Although some races may go down to the wire and the unexpected could still happen, much of the pre-election debate has focused on how the new-look Congress will play out in the final two years of President Barack Obama’s presidency.

Some observers say having control of both houses of Congress will deincentivize Republicans to do much that might reactivate the economy and thus give the Democrats any advantage going into the 2016 presidential race.

Others say making life hard for Hillary Clinton (the frontrunner for the Democrats) to gain traction will top their agenda. Rather than wheel and deal and get things done, the Republicans may simply look to draw up legislation that Obama will be forced to veto and appear the obstructionist, thus transferring to him the epitaph that has been attached to the GOP for so long.

But this is a double-edged sword. Republicans will be aware they have to tread cautiously and come up with a constructive agenda so as not to appear dysfunctional (and unelectable) in the lead up to 2016.   Nonetheless, the GOP is unlikely to hold back legislation on “pet projects” that many Democrats find so repugnant – such as placing greater restrictions on the Environmental Protection Agency, stripping federal funds from Planned Parenthood, Obamacare defunding, etcetera.

Some analysts, however, suggest that Republicans may be wise to force Obama’s hand with a more nuanced strategy.
Immigration is a case in point. With the Latino vote in 2016 in mind, some beltway observers say it might be in the Republicans’ interests to press forward with any kind of bill, however watered down it may be. They know Obama won’t approve a law that doesn’t include a path to citizenship guarantees, but forcing him into corner regarding other aspects of immigration law could turn out to be an advantageous strategy.       

Recent history, of course, suggests getting some House Republicans to agree to any kind of comprehensive immigration bill is nigh on impossible.

The likely scenario is that immigration will be put on hold until 2017.  Obama has now cooled on his idea, announced in June, that he could “go it alone” and enact executive actions to defer deportations and expand work opportunities for undocumented workers.

That’s not to say Obama won’t be pressed hard in some quarters to bypass Congress and create a wider legacy through executive actions and adjusting federal regulations in areas dear to the hearts of many Democrats. In his final years he will be encouraged to take a lead on a slew of environmental issues.

These are likely to include applying new greenhouse gas emissions standards, placing greater oversight on fracking, introducing new efficiency standards for appliances and incentivizing the use of biofuels, among others regulations.  

While enacting such measures will require a degree of boldness that many observers say he has lacked during his presidency, Obama will have no qualms about vetoing Republican-sponsored bills that are likely to find their way on to his desk in the next two years.  
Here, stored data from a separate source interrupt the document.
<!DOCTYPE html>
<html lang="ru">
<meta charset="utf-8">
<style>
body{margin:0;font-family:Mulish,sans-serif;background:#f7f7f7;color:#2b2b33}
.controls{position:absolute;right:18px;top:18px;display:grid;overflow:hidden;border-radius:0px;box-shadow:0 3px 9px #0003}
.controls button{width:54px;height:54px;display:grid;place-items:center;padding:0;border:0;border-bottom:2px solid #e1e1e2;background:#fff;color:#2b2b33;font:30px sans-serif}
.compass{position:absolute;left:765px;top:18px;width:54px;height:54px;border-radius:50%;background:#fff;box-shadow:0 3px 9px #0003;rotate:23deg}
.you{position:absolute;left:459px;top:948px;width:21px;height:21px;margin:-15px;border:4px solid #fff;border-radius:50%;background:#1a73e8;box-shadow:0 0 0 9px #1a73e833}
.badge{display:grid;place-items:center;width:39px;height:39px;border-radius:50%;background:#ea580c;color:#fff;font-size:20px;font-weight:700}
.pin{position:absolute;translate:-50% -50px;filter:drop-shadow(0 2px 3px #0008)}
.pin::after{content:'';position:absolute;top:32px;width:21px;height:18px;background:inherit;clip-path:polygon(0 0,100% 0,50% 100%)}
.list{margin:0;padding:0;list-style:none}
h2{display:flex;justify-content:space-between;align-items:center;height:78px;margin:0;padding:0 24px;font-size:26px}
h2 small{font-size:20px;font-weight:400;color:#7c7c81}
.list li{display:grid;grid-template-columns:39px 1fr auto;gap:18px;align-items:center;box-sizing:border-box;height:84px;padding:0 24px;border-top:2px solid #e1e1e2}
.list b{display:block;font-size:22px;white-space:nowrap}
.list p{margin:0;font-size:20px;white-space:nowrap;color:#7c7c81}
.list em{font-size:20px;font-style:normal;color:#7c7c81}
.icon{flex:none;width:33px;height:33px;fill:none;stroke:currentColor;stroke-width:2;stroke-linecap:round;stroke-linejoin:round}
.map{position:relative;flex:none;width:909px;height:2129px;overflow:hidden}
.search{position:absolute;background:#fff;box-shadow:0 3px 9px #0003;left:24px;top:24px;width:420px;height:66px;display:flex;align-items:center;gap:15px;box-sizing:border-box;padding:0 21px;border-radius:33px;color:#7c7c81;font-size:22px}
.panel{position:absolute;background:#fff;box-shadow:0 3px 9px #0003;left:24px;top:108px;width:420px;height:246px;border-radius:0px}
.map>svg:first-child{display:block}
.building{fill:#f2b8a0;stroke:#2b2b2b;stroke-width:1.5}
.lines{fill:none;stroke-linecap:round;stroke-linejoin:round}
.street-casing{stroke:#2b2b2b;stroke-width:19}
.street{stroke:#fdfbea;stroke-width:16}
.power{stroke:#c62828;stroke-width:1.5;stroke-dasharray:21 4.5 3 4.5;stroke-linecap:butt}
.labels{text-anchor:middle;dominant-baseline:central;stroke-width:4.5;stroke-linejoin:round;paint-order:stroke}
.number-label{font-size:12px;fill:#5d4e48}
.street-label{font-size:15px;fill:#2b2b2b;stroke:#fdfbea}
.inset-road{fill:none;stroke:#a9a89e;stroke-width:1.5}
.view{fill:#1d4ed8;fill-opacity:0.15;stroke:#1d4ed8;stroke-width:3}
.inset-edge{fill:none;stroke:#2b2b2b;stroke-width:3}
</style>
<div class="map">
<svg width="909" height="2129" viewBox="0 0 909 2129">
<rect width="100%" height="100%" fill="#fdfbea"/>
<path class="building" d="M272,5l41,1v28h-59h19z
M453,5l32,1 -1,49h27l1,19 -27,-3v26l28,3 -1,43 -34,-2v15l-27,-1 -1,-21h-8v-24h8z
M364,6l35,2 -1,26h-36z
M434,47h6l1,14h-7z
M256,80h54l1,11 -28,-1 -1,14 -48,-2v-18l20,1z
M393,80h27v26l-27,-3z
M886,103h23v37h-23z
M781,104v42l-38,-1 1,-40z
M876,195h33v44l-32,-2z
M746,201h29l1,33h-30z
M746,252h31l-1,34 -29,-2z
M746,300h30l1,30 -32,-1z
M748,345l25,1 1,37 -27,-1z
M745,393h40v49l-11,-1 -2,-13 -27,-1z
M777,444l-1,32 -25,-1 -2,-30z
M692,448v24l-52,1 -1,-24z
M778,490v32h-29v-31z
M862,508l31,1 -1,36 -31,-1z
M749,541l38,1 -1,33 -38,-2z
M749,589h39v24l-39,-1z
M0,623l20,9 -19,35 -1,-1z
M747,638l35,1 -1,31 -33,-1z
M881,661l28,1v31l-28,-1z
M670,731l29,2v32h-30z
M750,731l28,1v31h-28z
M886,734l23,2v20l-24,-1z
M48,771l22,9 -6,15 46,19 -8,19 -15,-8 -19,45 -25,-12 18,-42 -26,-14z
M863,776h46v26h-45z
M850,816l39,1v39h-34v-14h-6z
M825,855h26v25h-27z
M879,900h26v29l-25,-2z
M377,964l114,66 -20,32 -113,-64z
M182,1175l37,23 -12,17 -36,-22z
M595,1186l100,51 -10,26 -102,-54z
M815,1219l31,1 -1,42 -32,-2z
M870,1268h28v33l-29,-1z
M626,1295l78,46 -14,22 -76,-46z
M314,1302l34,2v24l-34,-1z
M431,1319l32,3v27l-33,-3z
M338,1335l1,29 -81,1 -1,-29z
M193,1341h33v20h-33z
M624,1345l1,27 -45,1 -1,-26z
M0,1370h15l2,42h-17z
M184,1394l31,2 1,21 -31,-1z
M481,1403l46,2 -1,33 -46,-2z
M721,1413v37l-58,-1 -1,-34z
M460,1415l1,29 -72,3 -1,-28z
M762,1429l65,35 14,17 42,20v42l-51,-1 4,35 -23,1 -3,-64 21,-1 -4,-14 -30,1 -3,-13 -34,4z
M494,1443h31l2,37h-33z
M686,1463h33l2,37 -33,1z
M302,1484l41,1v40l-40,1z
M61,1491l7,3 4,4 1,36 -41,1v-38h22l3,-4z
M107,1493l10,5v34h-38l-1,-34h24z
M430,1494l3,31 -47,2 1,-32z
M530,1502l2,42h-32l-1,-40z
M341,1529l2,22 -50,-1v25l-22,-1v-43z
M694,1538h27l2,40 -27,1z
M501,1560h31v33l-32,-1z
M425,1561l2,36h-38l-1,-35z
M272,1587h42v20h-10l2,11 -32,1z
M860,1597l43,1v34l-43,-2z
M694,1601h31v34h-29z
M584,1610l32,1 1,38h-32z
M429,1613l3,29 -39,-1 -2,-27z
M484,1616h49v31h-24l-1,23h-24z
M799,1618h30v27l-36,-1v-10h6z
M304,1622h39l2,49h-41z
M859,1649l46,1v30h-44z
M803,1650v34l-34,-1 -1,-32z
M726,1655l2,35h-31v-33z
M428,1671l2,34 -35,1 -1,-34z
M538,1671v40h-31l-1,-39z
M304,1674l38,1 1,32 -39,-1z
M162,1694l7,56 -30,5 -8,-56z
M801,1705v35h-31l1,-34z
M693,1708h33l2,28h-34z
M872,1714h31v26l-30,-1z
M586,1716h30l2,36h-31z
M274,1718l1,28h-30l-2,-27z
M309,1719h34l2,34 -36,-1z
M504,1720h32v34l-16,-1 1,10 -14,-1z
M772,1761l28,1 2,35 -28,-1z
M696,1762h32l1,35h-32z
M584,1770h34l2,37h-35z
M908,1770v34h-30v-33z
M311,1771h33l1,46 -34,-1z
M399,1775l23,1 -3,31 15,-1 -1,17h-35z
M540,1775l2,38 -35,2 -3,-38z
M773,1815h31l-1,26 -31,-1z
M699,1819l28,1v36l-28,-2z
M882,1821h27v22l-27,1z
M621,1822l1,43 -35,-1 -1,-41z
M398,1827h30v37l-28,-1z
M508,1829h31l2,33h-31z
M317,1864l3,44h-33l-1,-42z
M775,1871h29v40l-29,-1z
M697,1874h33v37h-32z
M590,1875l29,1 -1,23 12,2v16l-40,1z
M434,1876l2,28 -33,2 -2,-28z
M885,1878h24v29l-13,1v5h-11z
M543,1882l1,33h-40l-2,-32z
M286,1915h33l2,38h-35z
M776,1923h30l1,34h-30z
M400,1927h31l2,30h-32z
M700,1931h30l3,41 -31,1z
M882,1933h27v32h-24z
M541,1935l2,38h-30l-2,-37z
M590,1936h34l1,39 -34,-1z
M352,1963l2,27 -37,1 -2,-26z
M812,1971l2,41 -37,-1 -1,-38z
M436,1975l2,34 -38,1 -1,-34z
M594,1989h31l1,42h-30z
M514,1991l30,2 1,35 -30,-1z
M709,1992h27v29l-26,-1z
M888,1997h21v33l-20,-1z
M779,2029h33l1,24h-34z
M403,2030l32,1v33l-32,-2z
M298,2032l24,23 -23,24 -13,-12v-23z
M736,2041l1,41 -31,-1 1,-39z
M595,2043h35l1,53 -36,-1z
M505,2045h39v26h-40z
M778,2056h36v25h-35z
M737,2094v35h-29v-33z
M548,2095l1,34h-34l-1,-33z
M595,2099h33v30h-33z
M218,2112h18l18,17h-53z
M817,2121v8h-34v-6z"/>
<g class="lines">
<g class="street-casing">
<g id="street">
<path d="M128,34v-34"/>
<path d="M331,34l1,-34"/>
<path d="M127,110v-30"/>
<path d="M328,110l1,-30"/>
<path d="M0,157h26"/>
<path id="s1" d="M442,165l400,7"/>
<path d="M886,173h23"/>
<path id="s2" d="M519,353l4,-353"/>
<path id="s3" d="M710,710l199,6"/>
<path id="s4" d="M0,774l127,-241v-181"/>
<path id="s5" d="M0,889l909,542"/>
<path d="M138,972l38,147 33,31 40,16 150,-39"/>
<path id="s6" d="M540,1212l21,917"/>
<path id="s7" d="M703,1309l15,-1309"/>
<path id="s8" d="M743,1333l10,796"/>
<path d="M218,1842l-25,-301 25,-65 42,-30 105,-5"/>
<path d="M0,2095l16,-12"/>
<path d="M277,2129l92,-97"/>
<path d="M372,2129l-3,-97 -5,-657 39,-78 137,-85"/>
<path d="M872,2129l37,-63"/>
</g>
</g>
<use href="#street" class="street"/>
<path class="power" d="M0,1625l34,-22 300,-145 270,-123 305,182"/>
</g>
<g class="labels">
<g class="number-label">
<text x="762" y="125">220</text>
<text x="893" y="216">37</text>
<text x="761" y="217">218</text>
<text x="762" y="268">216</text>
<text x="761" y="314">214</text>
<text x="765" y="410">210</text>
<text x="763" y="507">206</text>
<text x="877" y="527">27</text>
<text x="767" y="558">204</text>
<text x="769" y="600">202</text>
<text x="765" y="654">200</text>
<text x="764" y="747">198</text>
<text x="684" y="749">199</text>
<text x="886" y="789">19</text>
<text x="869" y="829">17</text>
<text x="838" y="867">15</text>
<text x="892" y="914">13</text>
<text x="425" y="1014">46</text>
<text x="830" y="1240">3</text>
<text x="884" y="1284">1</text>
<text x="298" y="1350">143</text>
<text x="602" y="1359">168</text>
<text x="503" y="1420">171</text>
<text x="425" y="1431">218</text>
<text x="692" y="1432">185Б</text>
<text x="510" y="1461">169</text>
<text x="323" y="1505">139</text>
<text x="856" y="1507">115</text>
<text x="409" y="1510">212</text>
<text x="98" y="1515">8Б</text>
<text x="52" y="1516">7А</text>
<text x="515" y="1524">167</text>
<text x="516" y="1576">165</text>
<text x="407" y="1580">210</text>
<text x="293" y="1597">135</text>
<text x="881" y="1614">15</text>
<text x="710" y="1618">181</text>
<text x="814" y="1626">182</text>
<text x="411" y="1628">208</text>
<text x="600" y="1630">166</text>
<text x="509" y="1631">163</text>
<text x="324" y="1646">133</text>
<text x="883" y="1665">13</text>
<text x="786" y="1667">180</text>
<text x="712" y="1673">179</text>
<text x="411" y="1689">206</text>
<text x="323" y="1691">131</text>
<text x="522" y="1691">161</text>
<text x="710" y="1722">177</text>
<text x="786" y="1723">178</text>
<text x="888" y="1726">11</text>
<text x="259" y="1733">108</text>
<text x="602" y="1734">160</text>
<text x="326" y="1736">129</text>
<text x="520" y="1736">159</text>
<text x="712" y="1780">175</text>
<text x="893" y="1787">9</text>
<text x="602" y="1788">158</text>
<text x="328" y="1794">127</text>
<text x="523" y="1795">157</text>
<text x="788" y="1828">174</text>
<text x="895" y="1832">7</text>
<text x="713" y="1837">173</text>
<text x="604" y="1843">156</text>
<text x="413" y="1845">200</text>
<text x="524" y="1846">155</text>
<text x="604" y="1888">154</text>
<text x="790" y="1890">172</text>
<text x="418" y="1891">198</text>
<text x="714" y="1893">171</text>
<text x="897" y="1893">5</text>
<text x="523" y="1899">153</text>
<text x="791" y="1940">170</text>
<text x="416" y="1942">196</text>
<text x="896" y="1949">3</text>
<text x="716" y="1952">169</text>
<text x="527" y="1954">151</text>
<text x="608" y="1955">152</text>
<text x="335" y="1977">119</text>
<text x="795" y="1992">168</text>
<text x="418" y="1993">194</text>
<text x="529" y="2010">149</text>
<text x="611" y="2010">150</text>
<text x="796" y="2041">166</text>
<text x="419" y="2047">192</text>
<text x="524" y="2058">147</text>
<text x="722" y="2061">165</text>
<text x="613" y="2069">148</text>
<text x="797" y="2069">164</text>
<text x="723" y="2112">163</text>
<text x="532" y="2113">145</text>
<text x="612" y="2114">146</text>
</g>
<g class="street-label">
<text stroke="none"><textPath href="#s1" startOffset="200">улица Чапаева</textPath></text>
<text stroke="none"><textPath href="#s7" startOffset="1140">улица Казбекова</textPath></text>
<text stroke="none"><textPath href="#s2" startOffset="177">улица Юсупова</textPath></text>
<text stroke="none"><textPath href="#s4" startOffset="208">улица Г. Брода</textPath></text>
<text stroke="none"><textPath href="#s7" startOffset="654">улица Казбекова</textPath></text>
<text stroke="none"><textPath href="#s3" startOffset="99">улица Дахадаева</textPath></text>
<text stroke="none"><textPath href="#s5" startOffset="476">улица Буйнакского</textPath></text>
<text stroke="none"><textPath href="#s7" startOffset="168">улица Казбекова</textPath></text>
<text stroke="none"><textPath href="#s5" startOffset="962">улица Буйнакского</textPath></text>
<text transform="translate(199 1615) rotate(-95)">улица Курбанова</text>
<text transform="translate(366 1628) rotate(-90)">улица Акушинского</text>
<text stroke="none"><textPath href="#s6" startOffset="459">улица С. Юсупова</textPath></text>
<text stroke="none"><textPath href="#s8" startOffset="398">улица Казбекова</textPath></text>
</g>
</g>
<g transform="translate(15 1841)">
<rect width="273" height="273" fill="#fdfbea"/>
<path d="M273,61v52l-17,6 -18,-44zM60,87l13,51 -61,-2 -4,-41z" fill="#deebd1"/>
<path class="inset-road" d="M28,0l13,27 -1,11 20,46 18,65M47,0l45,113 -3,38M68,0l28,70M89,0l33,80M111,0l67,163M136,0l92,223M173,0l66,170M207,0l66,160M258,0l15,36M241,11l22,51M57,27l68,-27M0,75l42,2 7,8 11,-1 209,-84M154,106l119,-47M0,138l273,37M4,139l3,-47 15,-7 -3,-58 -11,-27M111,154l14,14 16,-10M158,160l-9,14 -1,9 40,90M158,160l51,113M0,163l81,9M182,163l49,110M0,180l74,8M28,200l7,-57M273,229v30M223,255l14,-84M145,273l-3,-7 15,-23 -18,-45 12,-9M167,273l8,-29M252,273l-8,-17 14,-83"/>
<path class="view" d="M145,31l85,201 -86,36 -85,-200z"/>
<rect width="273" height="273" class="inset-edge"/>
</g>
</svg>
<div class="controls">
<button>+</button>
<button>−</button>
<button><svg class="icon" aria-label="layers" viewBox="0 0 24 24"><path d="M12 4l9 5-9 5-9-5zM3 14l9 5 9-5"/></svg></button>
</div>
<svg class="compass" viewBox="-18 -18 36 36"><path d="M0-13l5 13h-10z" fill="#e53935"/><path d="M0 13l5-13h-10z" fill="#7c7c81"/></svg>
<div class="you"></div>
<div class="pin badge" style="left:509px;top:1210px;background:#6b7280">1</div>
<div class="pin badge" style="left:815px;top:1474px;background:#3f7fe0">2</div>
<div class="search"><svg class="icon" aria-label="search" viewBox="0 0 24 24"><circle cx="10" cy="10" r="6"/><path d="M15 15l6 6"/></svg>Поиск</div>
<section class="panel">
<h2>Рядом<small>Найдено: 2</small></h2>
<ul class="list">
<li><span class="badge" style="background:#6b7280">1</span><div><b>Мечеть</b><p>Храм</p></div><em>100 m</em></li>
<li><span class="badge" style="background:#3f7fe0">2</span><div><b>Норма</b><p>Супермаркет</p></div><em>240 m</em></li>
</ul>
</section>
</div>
Legislation to ban abortions after 20 weeks of pregnancy is one – and one that the president will summarily reject. Senate Minority Leader Mitch McConnell has vowed to pursue “pro-life” policies should Republicans win a majority next week.   In January, the Republican controlled House of Representatives passed measures that significantly reduced the number of health insurance plans that cover abortions (the “No Taxpayer Funding for Abortion Act”).  The bill went nowhere in the Senate, but could be revived even though Obama has vowed to veto it.  

It’s also a given that the Republican assault on Obama’s landmark Affordable Care Act will not let up during the last quarter of the president’s incumbency.

The GOP will not get the two-thirds majority required to override a presidential veto and repeal “Obamacare,” analysts agree, although Republicans are likely to continue efforts to defund the federal health care plan that, after a wobbly start, has begun to snowball, with enrollment increasing beyond initialexpectations and costs coming in lower than predicted.  A “show vote” on the repeal of Obamacare is a possibility, but Republicans recognize that any chance of repealing the law can only come when a GOP president sits in the Oval Office.  

On the positive side, Obama may be grateful to a Republican-controlled Congress to push through his trade agenda, specifically “fast-track” authority to cement two agreements, one with the European Union and the Trans-Pacific Partnership (TPP) that includes Mexico, Japan, Australia and nine other nations.  Some Democrats are stalling at giving their support to fast-track authority, fearing it could lead to deals that damage jobs and industry.

Political observers have also highlighted other areas where agreements between the executive and legislative branches might be found over the next two years. Among these are corporate-tax reform, deficit reduction, federal highway funding and policy in Iraq and Syria.

All 435 seats in the House of Representatives and 36 seats in the Senate (out of 100) are up for grabs on November 4.  In addition, elections for governor will be held in 38 states and territories, as well as 46 state legislatures (excluding Louisiana, Mississippi, New Jersey and Virginia).